Spend a bit more time wrapping them tightly and not allowing any punctures to develop.  Use heavy duty foil if you have it and wrap them twice.  Seems like an excuse to start a couple more slabs,  I love to practice!!!


----------



## shinny

Thanks. I think I'll take your advice and practice again this coming weekend.


----------



## garyt

Dr Pepper


----------



## shinny

I might have to try apple juice on 2 racks and Dr Pepper on the other 2. We have friends coming for dinner and a few frosty beverages. I found the recipe to Chili's Shiner Bock BBQ too. I really want to try that. I'll let you guys know what feedback I get, I'll let our friends decide.


----------



## alblancher

Do you put sugar in your rib rub?  Dr Pepper is a great option but it can be pretty sweet.  If I remember correctly it will help develop a nice sticky glaze on the ribs for you and it is some good eating.


----------



## psycho dad

I'm with retread, bourbon & apple juice. It also happens to be one of my favorite drinks







I've also tried it with sour apple snapps


----------



## chef jimmyj

I have used a variety of liquids but my Foiling Juice is by far a family and friend favorite. Black Coffee is a great substitute for the Apple Cider in the recipe and some Booze does not hurt either...JJ

http://www.smokingmeatforums.com/t/110881/foiling-juice-chef-jimmyj


----------



## adrian from kc

I buy a six pack of juice boxes, apple or cherry, or whatever. Whatever I don't use stays in the pantry for next time. Adrian


----------



## bbarry

Angry Orchard Apple Crisp Beer - A+++


----------



## smokinpapist

Butter


Sent from my iPad using Tapatalk


----------



## slipaway

I have found that, even with minimal juice added, the moisture that comes from the ribs creates a lot of "juice" in the foil.
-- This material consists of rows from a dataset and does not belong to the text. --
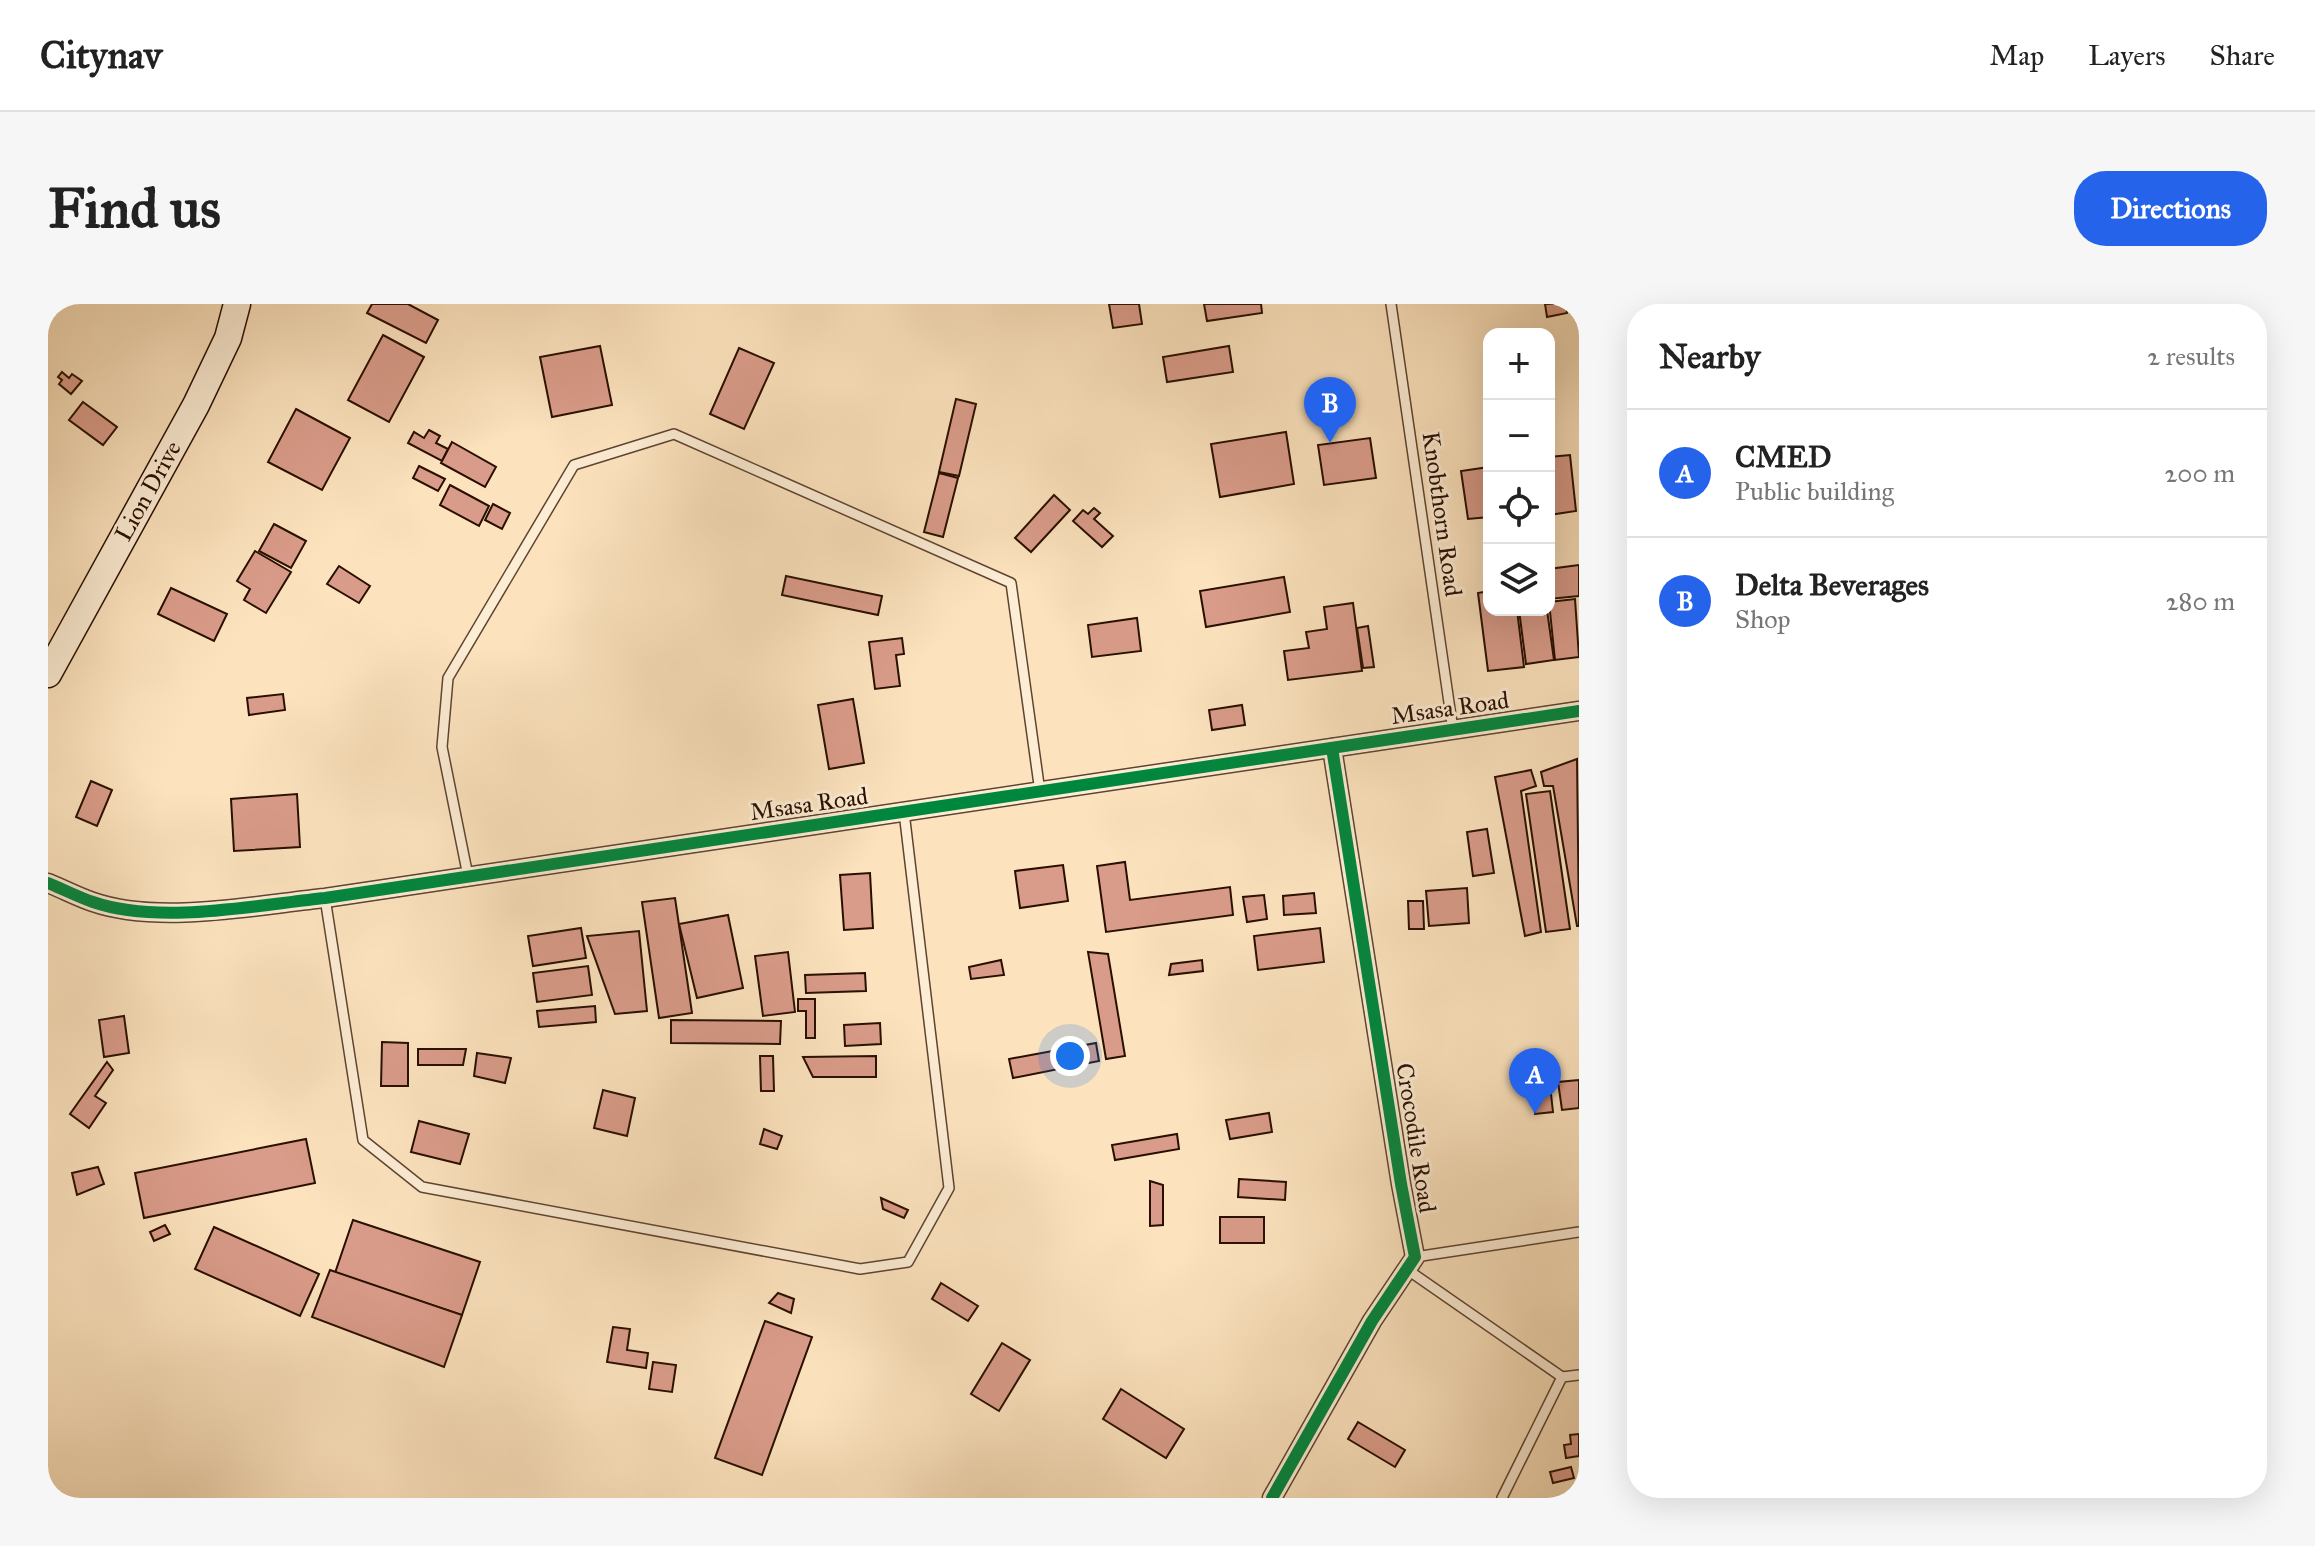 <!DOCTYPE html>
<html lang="en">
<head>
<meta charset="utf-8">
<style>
  body { margin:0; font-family:"IM FELL Great Primer",serif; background:#f6f6f6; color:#222 }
  .controls { position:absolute; right:24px; top:24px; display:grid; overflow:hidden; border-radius:16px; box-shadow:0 8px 32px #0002 }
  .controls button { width:72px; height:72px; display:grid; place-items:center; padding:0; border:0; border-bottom:2px solid #e0e0e0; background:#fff; color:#222; font:40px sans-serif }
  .you { position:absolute; left:1022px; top:752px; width:28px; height:28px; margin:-20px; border:6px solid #fff; border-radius:50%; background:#1a73e8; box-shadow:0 0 0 12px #1a73e833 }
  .badge { display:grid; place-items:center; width:52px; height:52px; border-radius:50%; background:#2563eb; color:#fff; font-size:26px; font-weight:700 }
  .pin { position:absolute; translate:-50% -66px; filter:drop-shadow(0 2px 4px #0008) }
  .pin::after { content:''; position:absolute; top:42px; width:28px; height:24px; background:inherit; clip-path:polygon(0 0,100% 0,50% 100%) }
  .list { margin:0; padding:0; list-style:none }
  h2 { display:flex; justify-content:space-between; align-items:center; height:104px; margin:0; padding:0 32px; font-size:34px }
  h2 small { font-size:26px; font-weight:400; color:#767676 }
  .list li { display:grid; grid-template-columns:52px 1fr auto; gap:24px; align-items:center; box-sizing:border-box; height:128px; padding:0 32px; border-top:2px solid #e0e0e0 }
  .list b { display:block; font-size:30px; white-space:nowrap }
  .list p { margin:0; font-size:26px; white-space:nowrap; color:#767676 }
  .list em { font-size:26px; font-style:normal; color:#767676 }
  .icon { flex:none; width:44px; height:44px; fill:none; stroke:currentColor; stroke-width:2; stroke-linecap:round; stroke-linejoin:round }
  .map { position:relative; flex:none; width:1531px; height:1194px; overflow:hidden; border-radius:32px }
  header { display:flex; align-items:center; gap:48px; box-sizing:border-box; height:112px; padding:0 40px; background:#fff; border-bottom:2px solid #e0e0e0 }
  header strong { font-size:38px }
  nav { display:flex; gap:44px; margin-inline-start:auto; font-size:28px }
  .intro { display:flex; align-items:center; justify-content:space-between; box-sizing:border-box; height:192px; padding:0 48px }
  h1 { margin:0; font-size:56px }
  .button { padding:20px 36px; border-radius:32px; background:#2563eb; color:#fff; font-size:28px; font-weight:700 }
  main { display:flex; gap:48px; padding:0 48px }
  aside { flex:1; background:#fff; border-radius:32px; box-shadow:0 8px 32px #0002 }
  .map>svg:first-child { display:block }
</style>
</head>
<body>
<header>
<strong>Citynav</strong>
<nav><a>Map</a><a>Layers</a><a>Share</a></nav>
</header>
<div class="intro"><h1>Find us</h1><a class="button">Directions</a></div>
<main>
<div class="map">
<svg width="1531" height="1194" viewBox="0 0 1531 1194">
  <rect width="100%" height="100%" fill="#fce3be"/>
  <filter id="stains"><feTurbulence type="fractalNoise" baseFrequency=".0025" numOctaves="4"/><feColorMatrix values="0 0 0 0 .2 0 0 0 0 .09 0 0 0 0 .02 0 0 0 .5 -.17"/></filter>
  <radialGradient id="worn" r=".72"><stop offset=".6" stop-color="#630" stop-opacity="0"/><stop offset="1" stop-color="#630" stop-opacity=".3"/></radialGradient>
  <g fill="#da9c8a" stroke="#290f00" stroke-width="2">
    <path d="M324 0H360L390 16 378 39 319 9Z"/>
    <path d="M1061 0H1091L1094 20 1065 24Z"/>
    <path d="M1156 0H1213L1214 9 1159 17Z"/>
    <path d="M1497 0H1518L1519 9 1499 13Z"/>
    <path d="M335 31 376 53 341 118 300 96Z"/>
    <path d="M552 42 564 101 504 113 492 53Z"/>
    <path d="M1181 42 1185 68 1119 78 1115 53Z"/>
    <path d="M691 44 726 59 696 125 662 110Z"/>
    <path d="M14 68 21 74 24 70 34 77 23 90 11 80 14 76 10 73Z"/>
    <path d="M908 95 928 100 911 172 891 168Z"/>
    <path d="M35 98 69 123 55 141 21 116Z"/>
    <path d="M248 105 302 134 274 186 220 158Z"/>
    <path d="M381 126 392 132 388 139 400 145 394 157 360 139 366 128 376 134Z"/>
    <path d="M1238 128 1246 180 1172 193 1163 140Z"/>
    <path d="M1322 134 1328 174 1276 181 1270 141Z"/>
    <path d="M404 138 448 163 437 183 393 159Z"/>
    <path d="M1522 151 1528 207 1501 211V153Z"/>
    <path d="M371 162 397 175 390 187 365 174Z"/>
    <path d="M1441 163V213L1420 215 1413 167Z"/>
    <path d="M891 169 910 174 895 233 876 228Z"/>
    <path d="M402 181 441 202 431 222 392 201Z"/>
    <path d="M1006 191 1022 206 983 248 967 234Z"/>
    <path d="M445 200 462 209 454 225 437 216Z"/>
    <path d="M1046 204 1052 209 1046 215 1065 232 1054 243 1025 217 1035 206 1040 210Z"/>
    <path d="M226 220 258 237 243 264 211 247Z"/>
    <path d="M207 247 243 268 218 309 196 296 202 285 189 277Z"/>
    <path d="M1531 261V292L1501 295V265Z"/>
    <path d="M291 262 322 282 311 299 279 280Z"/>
    <path d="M738 272 834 292 830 311 734 291Z"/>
    <path d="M1236 273 1242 308 1158 323 1152 287Z"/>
    <path d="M123 284 179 310 166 337 110 310Z"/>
    <path d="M1441 287V306H1469L1476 363 1440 367 1430 289Z"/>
    <path d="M1527 295 1531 353 1507 356 1501 298Z"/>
    <path d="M1305 299 1314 367 1240 376 1236 347 1261 344 1258 328 1279 325 1276 303Z"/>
    <path d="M1471 306H1499L1506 356 1478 360Z"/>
    <path d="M1089 314 1093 347 1044 353 1040 321Z"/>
    <path d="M1320 322 1326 363 1315 364 1309 324Z"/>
    <path d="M854 334 856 350 848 351 852 382 827 385 821 338Z"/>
    <path d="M235 390 237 406 201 411 199 394Z"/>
    <path d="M805 395 816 459 781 465 770 401Z"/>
    <path d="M1194 401 1197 421 1164 426 1161 406Z"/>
    <path d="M1529 455 1531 622H1529L1505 482H1496L1493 468Z"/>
    <path d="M1483 466 1488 482 1473 487 1493 628 1477 632 1447 473Z"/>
    <path d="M43 477 64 486 49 522 28 513Z"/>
    <path d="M1502 487 1522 625 1498 628 1478 490Z"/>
    <path d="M249 490 252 543 186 547 183 495Z"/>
    <path d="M1439 525 1446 569 1425 572 1419 528Z"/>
    <path d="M1077 558 1082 596 1182 583 1185 611 1058 628 1049 562Z"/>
    <path d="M1015 561 1020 597 972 604 967 567Z"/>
    <path d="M822 569 825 624 796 626 792 571Z"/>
    <path d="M1419 584 1421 619 1381 622 1378 587Z"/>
    <path d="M1266 589 1268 609 1236 611 1235 592Z"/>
    <path d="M1216 591 1219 615 1199 618 1195 593Z"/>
    <path d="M627 594 644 709 611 714 594 598Z"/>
    <path d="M1360 597H1375L1376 625H1361Z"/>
    <path d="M680 611 695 684 649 694 631 620Z"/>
    <path d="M533 624 538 654 485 662 480 632Z"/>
    <path d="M1272 624 1276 658 1210 666 1206 632Z"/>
    <path d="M591 627 599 707 567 710 539 632Z"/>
    <path d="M740 648 747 708 715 712 707 652Z"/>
    <path d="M1040 648 1060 650 1077 752 1058 755Z"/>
    <path d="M953 656 956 671 923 675 921 663Z"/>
    <path d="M1154 656 1155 667 1121 671 1123 660Z"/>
    <path d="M540 662 544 691 489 698 485 669Z"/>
    <path d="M817 669 818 687 758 689 757 671Z"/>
    <path d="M750 695H767V734H758V707H750Z"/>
    <path d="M547 702 548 718 491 723 489 707Z"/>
    <path d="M76 712 81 749 56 753 51 716Z"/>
    <path d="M623 716 733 717 732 740 623 739Z"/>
    <path d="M832 719 833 740 797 742 796 721Z"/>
    <path d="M334 738 360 739V782H333Z"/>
    <path d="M1048 739 1051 757 965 774 961 755Z"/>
    <path d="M370 745H418L415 761H370Z"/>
    <path d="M429 749 463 754 457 779 426 772Z"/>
    <path d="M712 752H725L726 787H713Z"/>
    <path d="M828 752V773H765L755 753Z"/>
    <path d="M59 758 65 766 47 792 58 799 41 824 22 810Z"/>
    <path d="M1531 776V804L1514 806 1510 778Z"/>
    <path d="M1502 781 1505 808 1487 810 1485 783Z"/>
    <path d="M555 786 587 794 579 832 546 824Z"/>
    <path d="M1221 809 1224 828 1182 835 1178 816Z"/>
    <path d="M371 817 421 830 412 860 363 848Z"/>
    <path d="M716 825 734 832 729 845 712 840Z"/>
    <path d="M1129 830 1131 845 1067 856 1064 841Z"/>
    <path d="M258 835 267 879 96 914 87 869Z"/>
    <path d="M50 863 56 880 29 891 24 869Z"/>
    <path d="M1191 875 1238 878 1237 896 1190 893Z"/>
    <path d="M1102 877 1115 881V921L1102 922Z"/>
    <path d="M833 894 860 906 856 914 835 905Z"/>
    <rect x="1172" y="913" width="44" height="26"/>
    <path d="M305 916 432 958 414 1011 287 969Z"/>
    <path d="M117 921 122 930 106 937 102 928Z"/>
    <path d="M166 923 271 970 252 1012 147 965Z"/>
    <path d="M282 966 414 1011 396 1063 264 1013Z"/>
    <path d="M893 979 930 1002 920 1017 884 995Z"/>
    <path d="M730 989 746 995 743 1009 721 999Z"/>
    <path d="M717 1017 764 1033 714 1171 667 1154Z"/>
    <path d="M565 1023 582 1025 579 1046 600 1049 598 1064 559 1058Z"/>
    <path d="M954 1039 982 1056 951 1107 923 1090Z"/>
    <path d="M605 1058 628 1061 624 1088 601 1085Z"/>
    <path d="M1073 1085 1136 1125 1118 1154 1055 1115Z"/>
    <path d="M1310 1118 1357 1146 1347 1163 1300 1135Z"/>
    <path d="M1531 1130V1152L1518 1154 1516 1141 1523 1140 1522 1131Z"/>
    <path d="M1523 1163 1526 1174 1505 1179 1502 1168Z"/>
  </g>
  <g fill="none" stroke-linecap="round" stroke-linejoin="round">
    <defs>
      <g id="lane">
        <path d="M1343 0 1405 426"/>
        <path d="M420 572 394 443 400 374 526 161 626 130 963 279 992 488"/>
        <path d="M277 594 315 836 374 883 812 965 860 958 901 884 856 508"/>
        <path d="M1367 953 1531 928"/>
        <path d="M1357 964 1514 1073"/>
        <path d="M1454 1194 1514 1073 1531 1071"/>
      </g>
      <g id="street">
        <path d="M0 579C15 585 30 593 45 598 111 621 209 601 277 594L1531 407"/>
        <path d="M1224 1194 1324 1017 1367 953 1353 880 1284 444"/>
      </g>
      <path id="secondary" d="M0 370 148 101 180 34 189 0"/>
    </defs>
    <use href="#lane" stroke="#5e4430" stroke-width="12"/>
    <use href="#street" stroke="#5e4430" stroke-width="21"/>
    <use href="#secondary" stroke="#290f00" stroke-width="29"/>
    <use href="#lane" stroke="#fdedd5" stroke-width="9"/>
    <use href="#street" stroke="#fdedd5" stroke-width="18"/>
    <use href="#secondary" stroke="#fdedd5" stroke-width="26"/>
    <defs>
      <g id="cycleway">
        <path d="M0 579C15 585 30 593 45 598 111 621 209 601 277 594L1531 407"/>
        <path d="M1224 1194 1324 1017 1367 953 1353 880 1284 444"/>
      </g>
    </defs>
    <use href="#cycleway" stroke="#fdedd5" stroke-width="17"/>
    <use href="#cycleway" stroke="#00873e" stroke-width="12"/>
  </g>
  <g text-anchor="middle" stroke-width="6" stroke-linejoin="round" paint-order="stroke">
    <g font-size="24" fill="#290f00" stroke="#fdedd5">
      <text transform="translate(100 187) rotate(-61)" y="8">Lion Drive</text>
      <text transform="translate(1394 210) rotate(82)" y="8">Knobthorn Road</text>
      <text transform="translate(1402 404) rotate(-8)" y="8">Msasa Road</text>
      <text transform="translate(761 500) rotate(-8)" y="8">Msasa Road</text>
      <text transform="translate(1368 834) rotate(81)" y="8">Crocodile Road</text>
    </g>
  </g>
  <rect width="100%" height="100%" filter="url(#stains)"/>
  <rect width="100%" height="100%" fill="url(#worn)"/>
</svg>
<div class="controls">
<button>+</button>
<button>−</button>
<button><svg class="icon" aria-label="locate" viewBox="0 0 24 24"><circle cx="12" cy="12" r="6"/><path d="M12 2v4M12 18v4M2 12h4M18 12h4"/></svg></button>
<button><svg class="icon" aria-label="layers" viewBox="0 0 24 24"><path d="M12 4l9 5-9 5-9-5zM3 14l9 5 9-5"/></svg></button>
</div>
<div class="you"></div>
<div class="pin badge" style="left:1487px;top:810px">A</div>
<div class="pin badge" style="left:1282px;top:139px">B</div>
</div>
<aside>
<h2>Nearby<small>2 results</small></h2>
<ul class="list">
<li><span class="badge">A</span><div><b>CMED</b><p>Public building</p></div><em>200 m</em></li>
<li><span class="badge">B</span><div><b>Delta Beverages</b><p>Shop</p></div><em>280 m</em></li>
</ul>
</aside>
</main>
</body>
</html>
I usually just use brown sugar and honey (sometime a  little Tiger....) and there is so much liquid that I need to be VERY, VERY careful unwrapping.

I don't think you really need to add a lot of moisture in order to get the steamed tenderness on the ribs. 

Just my 2 cents worth.


----------



## joe black

Here we go......No liquid,  No foil......East answer   :yahoo:


----------